Unsupervised methods - Clustering

Last updated on 2026-03-31 | Edit this page

Overview

Questions

What is unsupervised learning?
How can we use clustering to find data points with similar attributes?

Objectives

Understand the difference between supervised and unsupervised learning.
Identify clusters in data using k-means clustering.
Understand the limitations of k-means when clusters overlap.
Use spectral clustering to overcome the limitations of k-means.

Unsupervised learning

In episode 2 we learnt about supervised learning. Now it is time to explore unsupervised learning.

Sometimes we do not have the luxury of using labelled data. This could be for a number of reasons:

We have labelled data, but not enough to accurately train our model
Our existing labelled data is low-quality or innacurate
It is too time-consuming to (manually) label more data
We have data, but no idea what correlations might exist that we could model!

In this case we need to use unsupervised learning. As the name suggests, this time we do not “supervise” the ML algorithm by providing it labels, but instead we let it try to find its own patterns in the data and report back on any correlations that it might find. You can think of unsupervised learning as a way to discover labels from the data itself.

Clustering

Clustering is the grouping of data points which are similar to each other. It can be a powerful technique for identifying patterns in data. Clustering analysis does not usually require any training and is therefore known as an unsupervised learning technique. Clustering can be applied quickly due to this lack of training.

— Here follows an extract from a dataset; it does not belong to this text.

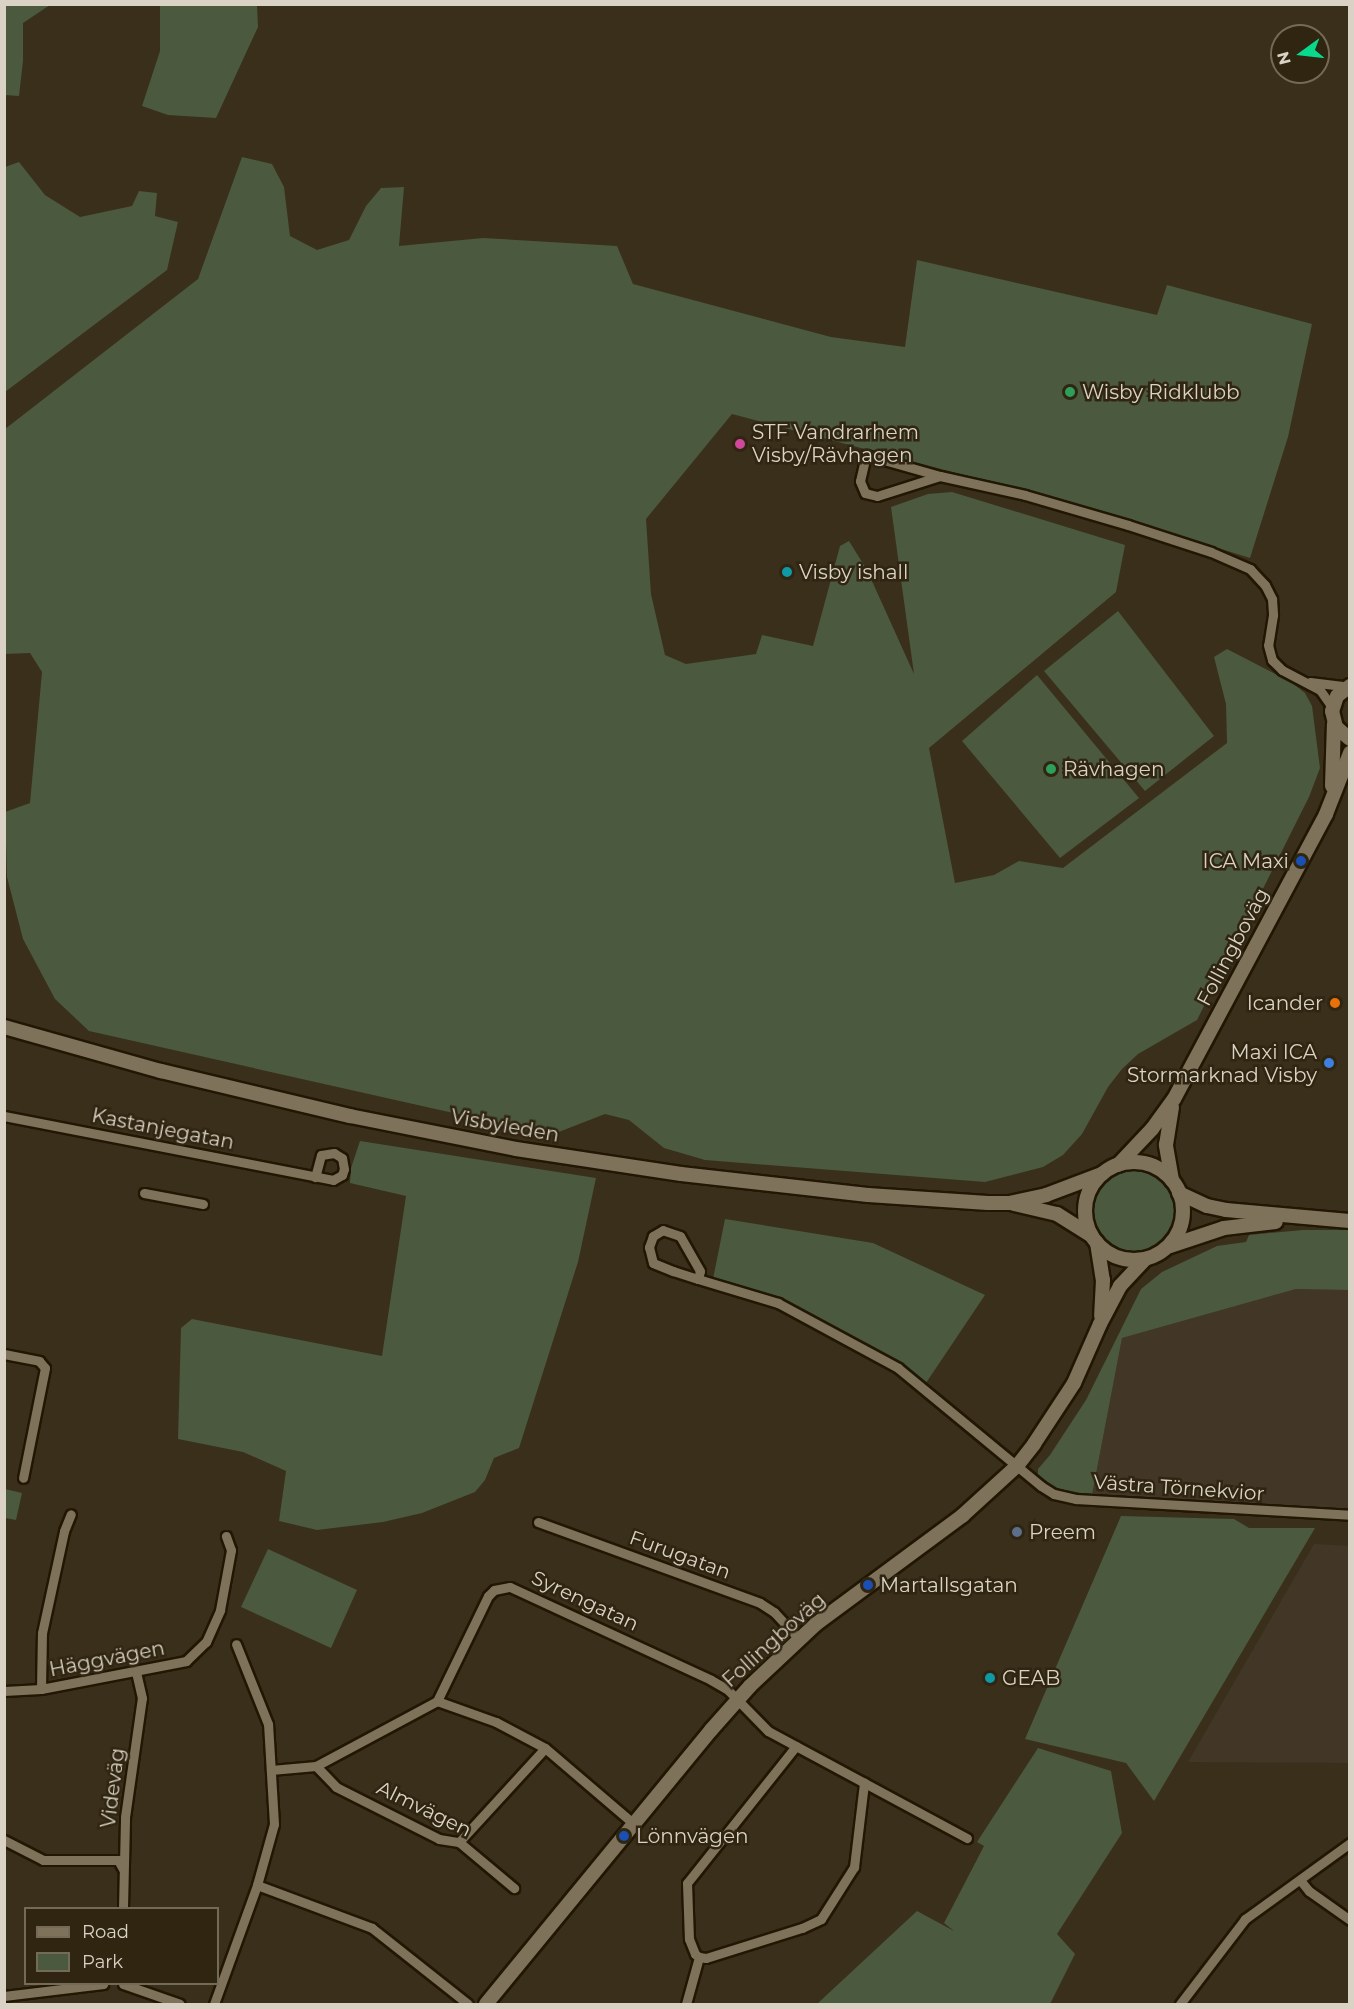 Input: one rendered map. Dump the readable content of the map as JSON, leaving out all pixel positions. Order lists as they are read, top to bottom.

Applications of clustering

Looking for trends in data
Reducing the data around a point to just that point (e.g. reducing colour depth in an image)
Pattern recognition

K-means clustering

The k-means clustering algorithm is a simple clustering algorithm that tries to identify the centre of each cluster. It does this by searching for a point which minimises the distance between the centre and all the points in the cluster. The algorithm needs to be told how many k clusters to look for, but a common technique is to try different numbers of clusters and combine it with other tests to decide on the best combination.

Callout

Hyper-parameters again

‘K’ is also an exmaple of a hyper-parameter for the k-means clustering technique. Another example of a hyper-parameter is the N-degrees of freedom for polynomial regression. Keep an eye out for others throughout the lesson!

K-means with Scikit-Learn

To perform a k-means clustering with Scikit-Learn we first need to import the sklearn.cluster module.

PYTHON

import sklearn.cluster as skl_cluster

For this example, we’re going to use Scikit-Learn’s built-in ‘random data blob generator’ instead of using an external dataset. Therefore we’ll need the sklearn.datasets.samples_generator module.

PYTHON

import sklearn.datasets as skl_datasets

Now lets create some random blobs using the make_blobs function. The n_samples argument sets how many points we want to use in all of our blobs while cluster_std sets the standard deviation of the points. The smaller this value the closer together they will be. centers sets how many clusters we’d like. random_state is the initial state of the random number generator. By specifying this value we’ll get the same results every time we run the program. If we don’t specify a random state then we’ll get different points every time we run. This function returns two things: an array of data points and a list of which cluster each point belongs to.

PYTHON

import matplotlib.pyplot as plt

# Lets define a plotting function for ourselves.
def plot_clusters(data, labels, centers=None):
    tx = data[:, 0]
    ty = data[:, 1]
    fig = plt.figure(1, figsize=(4, 4))
    plt.scatter(tx, ty, edgecolor='k', c=labels)
    if centers is not None:
        for cluster_x, cluster_y in centers:
            plt.scatter(cluster_x, cluster_y, s=150, c='white', edgecolor='k', linewidths=1.5, marker='X')
    plt.show()

Lets create the clusters.

PYTHON

data, cluster_id = skl_datasets.make_blobs(n_samples=400, cluster_std=0.75, centers=4, random_state=1)
plot_clusters(data, cluster_id)

A scatter plot of randomly generated clusters. The points are coloured by their cluster id, with four distinct clusters visible.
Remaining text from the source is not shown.